--- START ---

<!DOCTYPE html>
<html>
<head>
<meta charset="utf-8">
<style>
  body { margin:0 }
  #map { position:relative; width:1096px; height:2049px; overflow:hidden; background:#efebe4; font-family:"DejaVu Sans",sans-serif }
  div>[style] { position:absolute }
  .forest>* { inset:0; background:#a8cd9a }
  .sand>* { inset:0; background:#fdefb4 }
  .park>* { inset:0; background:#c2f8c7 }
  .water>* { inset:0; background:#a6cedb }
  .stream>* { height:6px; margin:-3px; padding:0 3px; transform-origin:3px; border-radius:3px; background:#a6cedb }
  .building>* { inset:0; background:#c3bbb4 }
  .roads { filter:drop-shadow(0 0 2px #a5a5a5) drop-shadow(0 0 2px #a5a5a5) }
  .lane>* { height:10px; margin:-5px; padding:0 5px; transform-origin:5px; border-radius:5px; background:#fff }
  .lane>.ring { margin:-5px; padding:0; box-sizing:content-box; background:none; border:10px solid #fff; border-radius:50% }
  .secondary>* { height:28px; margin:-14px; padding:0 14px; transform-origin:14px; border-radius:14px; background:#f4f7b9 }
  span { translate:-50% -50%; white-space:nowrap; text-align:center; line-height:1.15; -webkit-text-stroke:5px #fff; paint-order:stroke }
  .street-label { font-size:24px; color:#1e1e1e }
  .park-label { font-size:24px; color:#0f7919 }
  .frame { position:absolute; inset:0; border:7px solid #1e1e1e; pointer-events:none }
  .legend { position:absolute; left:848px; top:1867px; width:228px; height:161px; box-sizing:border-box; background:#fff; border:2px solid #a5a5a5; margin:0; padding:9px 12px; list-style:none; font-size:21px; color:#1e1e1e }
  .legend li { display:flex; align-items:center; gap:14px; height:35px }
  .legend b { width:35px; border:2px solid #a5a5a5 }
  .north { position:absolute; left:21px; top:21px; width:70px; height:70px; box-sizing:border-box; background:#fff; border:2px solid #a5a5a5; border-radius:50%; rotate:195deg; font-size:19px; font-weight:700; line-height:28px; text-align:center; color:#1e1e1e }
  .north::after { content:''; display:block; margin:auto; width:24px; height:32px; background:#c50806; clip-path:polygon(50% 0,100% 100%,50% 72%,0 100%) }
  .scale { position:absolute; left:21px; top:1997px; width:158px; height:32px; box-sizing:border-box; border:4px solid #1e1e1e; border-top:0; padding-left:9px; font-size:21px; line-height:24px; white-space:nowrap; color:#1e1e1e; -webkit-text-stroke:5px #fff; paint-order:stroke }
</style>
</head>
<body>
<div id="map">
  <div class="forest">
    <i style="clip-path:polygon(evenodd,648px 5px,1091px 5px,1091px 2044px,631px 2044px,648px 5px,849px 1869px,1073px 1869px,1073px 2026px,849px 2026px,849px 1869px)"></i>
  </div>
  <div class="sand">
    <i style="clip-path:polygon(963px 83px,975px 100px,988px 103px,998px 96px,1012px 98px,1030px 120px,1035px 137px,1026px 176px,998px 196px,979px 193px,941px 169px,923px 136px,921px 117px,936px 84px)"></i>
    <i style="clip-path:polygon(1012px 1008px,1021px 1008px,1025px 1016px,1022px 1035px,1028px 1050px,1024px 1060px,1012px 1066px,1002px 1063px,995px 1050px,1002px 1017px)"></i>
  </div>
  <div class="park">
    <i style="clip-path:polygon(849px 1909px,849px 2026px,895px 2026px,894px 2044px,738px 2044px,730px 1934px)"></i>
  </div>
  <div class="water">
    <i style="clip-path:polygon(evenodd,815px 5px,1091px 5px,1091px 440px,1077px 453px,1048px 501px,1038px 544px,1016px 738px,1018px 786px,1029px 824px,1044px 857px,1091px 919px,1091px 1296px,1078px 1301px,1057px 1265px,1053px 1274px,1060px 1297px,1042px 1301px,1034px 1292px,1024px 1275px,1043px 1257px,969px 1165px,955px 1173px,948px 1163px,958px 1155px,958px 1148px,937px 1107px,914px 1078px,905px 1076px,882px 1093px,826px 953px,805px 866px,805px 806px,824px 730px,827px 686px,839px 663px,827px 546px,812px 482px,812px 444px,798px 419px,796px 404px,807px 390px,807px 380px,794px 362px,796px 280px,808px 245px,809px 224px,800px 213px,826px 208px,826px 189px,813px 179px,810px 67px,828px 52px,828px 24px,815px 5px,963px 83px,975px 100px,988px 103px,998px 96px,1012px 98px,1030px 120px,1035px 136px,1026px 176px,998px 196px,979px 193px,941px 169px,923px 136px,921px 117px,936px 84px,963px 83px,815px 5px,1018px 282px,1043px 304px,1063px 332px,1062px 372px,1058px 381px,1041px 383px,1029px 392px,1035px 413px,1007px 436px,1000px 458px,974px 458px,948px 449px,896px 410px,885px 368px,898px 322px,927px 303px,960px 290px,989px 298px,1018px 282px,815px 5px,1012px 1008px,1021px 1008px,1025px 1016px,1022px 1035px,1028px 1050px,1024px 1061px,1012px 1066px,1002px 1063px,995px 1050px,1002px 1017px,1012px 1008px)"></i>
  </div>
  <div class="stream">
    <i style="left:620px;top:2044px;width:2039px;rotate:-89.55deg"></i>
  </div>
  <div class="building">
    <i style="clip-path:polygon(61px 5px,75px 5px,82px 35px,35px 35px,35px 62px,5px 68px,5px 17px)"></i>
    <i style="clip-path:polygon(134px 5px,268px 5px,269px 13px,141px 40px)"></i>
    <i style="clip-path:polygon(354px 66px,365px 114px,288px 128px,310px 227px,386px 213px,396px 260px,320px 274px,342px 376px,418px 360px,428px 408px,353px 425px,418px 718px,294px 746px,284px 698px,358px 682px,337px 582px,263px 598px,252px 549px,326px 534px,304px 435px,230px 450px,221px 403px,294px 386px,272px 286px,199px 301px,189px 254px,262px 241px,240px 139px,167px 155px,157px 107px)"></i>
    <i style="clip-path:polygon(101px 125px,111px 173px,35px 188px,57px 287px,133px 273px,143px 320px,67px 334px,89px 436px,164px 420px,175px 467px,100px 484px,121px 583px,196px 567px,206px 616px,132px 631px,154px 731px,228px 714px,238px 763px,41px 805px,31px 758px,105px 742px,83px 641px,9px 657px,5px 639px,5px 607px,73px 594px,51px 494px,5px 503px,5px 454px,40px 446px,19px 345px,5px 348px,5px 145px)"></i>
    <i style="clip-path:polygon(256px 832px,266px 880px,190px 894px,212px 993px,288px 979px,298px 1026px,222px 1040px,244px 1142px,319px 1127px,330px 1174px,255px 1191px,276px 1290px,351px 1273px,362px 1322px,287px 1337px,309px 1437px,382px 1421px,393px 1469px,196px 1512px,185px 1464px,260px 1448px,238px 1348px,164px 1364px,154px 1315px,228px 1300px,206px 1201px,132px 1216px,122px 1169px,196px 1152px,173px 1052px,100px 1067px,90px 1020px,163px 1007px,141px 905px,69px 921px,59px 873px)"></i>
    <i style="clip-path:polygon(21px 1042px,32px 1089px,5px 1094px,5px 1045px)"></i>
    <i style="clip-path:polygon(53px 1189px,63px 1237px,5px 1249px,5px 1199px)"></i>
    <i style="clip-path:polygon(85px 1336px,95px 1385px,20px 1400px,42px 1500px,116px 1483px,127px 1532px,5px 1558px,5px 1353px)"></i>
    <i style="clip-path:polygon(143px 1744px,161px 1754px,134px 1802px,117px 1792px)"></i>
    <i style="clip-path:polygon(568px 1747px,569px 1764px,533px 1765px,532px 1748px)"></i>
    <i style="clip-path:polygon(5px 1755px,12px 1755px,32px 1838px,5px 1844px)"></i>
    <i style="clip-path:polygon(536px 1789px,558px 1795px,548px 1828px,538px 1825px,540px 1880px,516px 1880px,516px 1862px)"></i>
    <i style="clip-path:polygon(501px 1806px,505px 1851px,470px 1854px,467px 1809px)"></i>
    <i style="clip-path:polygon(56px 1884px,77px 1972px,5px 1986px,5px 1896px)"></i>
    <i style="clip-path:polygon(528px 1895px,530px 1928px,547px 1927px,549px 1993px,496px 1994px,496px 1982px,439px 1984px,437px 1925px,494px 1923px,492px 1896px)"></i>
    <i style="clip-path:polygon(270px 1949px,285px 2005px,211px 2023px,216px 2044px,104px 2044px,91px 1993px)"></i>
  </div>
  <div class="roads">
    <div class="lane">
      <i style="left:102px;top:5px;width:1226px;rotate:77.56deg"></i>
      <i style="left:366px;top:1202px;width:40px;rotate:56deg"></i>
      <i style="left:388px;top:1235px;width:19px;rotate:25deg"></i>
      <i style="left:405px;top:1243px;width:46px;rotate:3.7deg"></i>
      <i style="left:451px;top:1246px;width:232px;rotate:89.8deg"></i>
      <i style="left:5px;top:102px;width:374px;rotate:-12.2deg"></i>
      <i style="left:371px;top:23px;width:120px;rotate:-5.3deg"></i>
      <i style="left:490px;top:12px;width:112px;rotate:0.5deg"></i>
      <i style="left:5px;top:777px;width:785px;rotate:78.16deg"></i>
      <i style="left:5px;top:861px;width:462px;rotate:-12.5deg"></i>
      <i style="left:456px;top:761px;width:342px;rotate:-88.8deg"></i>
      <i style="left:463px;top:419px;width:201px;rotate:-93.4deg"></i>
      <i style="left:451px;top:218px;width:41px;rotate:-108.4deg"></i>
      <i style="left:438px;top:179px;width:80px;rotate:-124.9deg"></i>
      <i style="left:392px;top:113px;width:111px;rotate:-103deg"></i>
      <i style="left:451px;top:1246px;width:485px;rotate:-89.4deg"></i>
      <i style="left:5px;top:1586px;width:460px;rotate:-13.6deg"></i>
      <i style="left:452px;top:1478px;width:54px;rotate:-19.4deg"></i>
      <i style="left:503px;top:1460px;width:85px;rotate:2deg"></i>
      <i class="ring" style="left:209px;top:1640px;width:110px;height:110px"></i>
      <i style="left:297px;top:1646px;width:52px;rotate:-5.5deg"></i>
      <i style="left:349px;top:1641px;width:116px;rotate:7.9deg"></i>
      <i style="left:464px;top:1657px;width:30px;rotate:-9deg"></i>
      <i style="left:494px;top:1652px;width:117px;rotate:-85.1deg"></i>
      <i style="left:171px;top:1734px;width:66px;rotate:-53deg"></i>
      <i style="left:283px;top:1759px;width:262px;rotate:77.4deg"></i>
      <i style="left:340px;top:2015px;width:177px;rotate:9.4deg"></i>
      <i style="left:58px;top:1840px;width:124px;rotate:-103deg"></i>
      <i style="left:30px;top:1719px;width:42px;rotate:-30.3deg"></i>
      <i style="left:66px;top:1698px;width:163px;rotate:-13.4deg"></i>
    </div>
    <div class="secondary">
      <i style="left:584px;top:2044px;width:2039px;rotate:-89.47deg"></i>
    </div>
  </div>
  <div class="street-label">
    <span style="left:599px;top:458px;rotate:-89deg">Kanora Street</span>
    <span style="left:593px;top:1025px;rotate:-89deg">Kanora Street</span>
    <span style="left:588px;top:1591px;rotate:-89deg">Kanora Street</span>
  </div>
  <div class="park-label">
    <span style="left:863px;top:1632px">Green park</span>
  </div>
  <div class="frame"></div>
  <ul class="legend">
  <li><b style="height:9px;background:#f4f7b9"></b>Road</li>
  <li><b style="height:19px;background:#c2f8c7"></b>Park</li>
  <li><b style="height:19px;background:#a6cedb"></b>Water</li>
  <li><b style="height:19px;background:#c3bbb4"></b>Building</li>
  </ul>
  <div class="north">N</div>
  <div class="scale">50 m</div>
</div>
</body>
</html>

--- END ---

Repeat the entries verbatim through the line with "translate:-50% -50%; white-space:nowrap;".

→ **WRITTEN RESPONSE**:
<!DOCTYPE html>
<html>
<head>
<meta charset="utf-8">
<style>
  body { margin:0 }
  #map { position:relative; width:1096px; height:2049px; overflow:hidden; background:#efebe4; font-family:"DejaVu Sans",sans-serif }
  div>[style] { position:absolute }
  .forest>* { inset:0; background:#a8cd9a }
  .sand>* { inset:0; background:#fdefb4 }
  .park>* { inset:0; background:#c2f8c7 }
  .water>* { inset:0; background:#a6cedb }
  .stream>* { height:6px; margin:-3px; padding:0 3px; transform-origin:3px; border-radius:3px; background:#a6cedb }
  .building>* { inset:0; background:#c3bbb4 }
  .roads { filter:drop-shadow(0 0 2px #a5a5a5) drop-shadow(0 0 2px #a5a5a5) }
  .lane>* { height:10px; margin:-5px; padding:0 5px; transform-origin:5px; border-radius:5px; background:#fff }
  .lane>.ring { margin:-5px; padding:0; box-sizing:content-box; background:none; border:10px solid #fff; border-radius:50% }
  .secondary>* { height:28px; margin:-14px; padding:0 14px; transform-origin:14px; border-radius:14px; background:#f4f7b9 }
  span { translate:-50% -50%; white-space:nowrap; text-align:center; line-height:1.15; -webkit-text-stroke:5px #fff; paint-order:stroke }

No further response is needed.